Nutritional Support to Help Maintain Normal A1c Blood Sugar

What to do when blood sugar is too low? What are some tips or strategies to making it higher?

Low blood sugar, also known as hypoglycemia, can be a dangerous condition. Low blood sugar can happen in people with diabetes who take medications that increase insulin levels in the body.

Taking too much medication, skipping meals, eating less than normal, or exercising more than usual can lead to low blood sugar for these individuals.

Blood sugar is also known as glucose. Glucose comes from food and serves as an important energy source for the body. Carbohydrates — foods such as rice, potatoes, bread, tortillas, cereal, fruit, vegetables, and milk — are the body’s main source of glucose.

If you eat more glucose than you need, your body will store it in your liver and muscles or change it into fat so it can be used for energy when it’s needed later.

Without enough glucose, your body cannot perform its normal functions. In the short term, people who aren’t on medications that increase insulin have enough glucose to maintain blood sugar levels, and the liver can make glucose if needed.

However, for those on these specific medications, a short-term reduction in blood sugar can cause a lot of problems. Your blood sugar is considered low when it drops below 70 mg/dL. Immediate treatment for low blood sugar levels is important to prevent more serious symptoms from developing.

After you eat, glucose is absorbed into your bloodstream, where it travels to your body’s cells. A hormone called insulin, which is made in the pancreas helps your cells use glucose for energy.

What to do when blood sugar is too low? What are some tips or strategies to making it higher?

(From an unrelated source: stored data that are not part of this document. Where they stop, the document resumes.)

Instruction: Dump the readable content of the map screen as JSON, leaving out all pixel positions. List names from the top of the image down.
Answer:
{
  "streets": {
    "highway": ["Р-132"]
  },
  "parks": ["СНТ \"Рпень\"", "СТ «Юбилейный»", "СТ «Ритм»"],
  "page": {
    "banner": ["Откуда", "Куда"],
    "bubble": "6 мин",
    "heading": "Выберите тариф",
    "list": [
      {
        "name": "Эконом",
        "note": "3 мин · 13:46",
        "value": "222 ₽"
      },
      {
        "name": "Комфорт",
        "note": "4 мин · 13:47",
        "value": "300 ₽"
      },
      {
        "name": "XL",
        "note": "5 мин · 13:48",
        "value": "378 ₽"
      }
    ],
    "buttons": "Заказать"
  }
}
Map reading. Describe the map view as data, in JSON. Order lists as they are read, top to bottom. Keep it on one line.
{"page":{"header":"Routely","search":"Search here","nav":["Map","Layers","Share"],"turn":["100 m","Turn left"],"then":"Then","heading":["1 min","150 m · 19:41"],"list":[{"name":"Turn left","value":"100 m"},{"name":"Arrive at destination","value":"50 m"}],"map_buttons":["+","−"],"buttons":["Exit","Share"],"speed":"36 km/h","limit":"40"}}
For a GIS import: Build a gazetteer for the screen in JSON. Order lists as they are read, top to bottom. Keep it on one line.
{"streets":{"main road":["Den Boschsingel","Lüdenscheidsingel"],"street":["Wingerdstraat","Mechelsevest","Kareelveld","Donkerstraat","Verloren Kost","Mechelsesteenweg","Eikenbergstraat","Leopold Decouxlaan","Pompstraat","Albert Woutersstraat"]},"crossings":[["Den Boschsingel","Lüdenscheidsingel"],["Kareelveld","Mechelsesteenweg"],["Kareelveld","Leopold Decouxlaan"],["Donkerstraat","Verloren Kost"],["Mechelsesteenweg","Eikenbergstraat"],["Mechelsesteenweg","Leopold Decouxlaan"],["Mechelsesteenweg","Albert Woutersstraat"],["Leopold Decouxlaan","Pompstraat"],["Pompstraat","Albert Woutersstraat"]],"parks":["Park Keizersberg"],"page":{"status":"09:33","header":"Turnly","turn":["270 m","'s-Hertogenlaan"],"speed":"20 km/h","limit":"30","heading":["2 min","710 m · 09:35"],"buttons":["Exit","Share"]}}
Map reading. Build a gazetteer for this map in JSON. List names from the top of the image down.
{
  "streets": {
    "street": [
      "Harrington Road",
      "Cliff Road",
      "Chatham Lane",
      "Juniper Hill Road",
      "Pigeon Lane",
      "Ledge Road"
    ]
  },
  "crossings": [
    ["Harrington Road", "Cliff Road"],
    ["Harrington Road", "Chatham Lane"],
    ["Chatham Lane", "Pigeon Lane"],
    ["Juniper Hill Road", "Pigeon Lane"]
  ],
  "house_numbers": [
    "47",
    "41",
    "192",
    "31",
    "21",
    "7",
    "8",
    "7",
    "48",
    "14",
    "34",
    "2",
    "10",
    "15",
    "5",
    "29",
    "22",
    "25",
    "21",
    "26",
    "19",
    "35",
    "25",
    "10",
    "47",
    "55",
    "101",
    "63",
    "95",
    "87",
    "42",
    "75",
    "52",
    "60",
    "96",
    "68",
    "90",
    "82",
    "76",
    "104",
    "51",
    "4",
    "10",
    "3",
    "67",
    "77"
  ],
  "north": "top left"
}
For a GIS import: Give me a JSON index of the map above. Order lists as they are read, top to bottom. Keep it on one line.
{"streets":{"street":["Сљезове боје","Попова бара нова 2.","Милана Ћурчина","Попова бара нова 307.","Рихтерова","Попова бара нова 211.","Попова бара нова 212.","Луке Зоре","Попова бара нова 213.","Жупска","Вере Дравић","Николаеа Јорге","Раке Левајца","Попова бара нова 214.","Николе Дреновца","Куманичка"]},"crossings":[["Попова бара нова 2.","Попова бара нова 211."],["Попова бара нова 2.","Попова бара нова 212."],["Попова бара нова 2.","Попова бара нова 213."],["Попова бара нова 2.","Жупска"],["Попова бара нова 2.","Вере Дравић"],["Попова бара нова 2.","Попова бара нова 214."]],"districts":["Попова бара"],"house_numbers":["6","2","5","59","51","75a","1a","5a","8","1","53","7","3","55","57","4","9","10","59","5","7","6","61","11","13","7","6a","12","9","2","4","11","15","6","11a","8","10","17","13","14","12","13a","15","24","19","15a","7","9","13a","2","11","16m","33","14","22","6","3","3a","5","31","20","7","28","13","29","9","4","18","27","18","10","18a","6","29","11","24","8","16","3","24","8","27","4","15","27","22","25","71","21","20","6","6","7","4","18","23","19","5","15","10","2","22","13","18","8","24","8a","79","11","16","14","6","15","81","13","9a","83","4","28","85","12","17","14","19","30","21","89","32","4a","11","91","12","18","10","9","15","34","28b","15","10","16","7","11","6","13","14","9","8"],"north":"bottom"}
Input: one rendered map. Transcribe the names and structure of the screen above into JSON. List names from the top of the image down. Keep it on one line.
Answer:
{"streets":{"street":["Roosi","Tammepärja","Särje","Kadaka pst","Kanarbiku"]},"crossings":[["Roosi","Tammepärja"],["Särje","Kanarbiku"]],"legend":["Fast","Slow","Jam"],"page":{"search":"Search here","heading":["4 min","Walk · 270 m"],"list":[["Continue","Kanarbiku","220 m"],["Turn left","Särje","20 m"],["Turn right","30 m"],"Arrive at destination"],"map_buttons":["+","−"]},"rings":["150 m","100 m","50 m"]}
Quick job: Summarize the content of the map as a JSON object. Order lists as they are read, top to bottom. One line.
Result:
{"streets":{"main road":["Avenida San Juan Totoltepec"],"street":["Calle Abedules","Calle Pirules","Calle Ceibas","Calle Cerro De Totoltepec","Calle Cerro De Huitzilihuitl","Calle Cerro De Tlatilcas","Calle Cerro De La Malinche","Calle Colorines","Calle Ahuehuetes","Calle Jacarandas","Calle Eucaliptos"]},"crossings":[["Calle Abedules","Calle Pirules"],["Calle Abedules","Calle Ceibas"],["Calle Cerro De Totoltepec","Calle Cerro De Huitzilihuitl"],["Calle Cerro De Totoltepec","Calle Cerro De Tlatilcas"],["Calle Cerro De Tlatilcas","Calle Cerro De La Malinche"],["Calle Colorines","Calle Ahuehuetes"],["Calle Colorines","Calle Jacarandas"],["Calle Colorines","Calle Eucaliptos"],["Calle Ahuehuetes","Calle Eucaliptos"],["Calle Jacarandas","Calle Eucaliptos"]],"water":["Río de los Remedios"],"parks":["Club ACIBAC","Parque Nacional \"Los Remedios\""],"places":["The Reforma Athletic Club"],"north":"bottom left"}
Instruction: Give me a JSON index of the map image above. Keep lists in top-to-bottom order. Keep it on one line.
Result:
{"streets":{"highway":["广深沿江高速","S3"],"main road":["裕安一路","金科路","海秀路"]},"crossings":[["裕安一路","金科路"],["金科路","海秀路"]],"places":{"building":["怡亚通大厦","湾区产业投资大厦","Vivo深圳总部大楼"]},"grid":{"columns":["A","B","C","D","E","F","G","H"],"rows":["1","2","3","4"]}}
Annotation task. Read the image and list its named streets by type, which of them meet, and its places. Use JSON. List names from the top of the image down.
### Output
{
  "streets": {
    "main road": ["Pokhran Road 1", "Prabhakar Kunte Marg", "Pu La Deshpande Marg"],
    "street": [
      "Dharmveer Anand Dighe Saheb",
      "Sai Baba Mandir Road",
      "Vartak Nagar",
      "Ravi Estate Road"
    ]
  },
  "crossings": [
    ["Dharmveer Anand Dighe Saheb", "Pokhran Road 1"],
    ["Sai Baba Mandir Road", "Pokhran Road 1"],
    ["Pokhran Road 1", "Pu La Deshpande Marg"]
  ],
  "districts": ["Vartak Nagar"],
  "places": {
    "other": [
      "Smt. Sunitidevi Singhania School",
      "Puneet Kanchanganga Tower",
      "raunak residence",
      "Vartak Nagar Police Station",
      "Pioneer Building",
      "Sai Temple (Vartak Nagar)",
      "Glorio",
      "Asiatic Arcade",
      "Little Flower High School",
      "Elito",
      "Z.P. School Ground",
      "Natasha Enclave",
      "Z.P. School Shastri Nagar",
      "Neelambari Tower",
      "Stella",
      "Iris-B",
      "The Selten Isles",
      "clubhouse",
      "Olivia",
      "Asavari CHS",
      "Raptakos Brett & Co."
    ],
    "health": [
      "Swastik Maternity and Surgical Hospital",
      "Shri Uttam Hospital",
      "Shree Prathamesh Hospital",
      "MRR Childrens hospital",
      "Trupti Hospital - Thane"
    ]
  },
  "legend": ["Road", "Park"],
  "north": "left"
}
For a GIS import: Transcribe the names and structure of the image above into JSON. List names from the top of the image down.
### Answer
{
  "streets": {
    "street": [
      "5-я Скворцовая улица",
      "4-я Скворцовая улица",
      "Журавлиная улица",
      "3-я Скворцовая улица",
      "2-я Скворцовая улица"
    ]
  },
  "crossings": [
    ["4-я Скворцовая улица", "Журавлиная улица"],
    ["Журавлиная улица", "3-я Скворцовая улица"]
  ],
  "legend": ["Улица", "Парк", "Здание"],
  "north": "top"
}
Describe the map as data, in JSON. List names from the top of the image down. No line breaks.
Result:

There is a strategy called the “15-15 Rule”. This technique is used in the case of hypoglycemia, which is when the blood glucose is lower than 70 mg/dl. It constitutes of eating 15 grams of carbohydrates and checking blood glucose after 15 minutes. If blood glucose is still below 70 gm/dl, then repeat and consume another 15 grams of carbohydrates and retest after another 15 minutes. Once the blood sugar is back to normal, eat a meal or a snack to avoid hypoglycemia from happening again.

Examples of fifteen grams of carbohydrates include three tablets of glucose, half a cup of juice or non-diet soda, 6-7 hard candies or 1 tablespoon of sugar. This approach of rising blood glucose is better than eating a big meal when hypoglycemic because high food intake can cause blood glucose to shoot way up rapidly.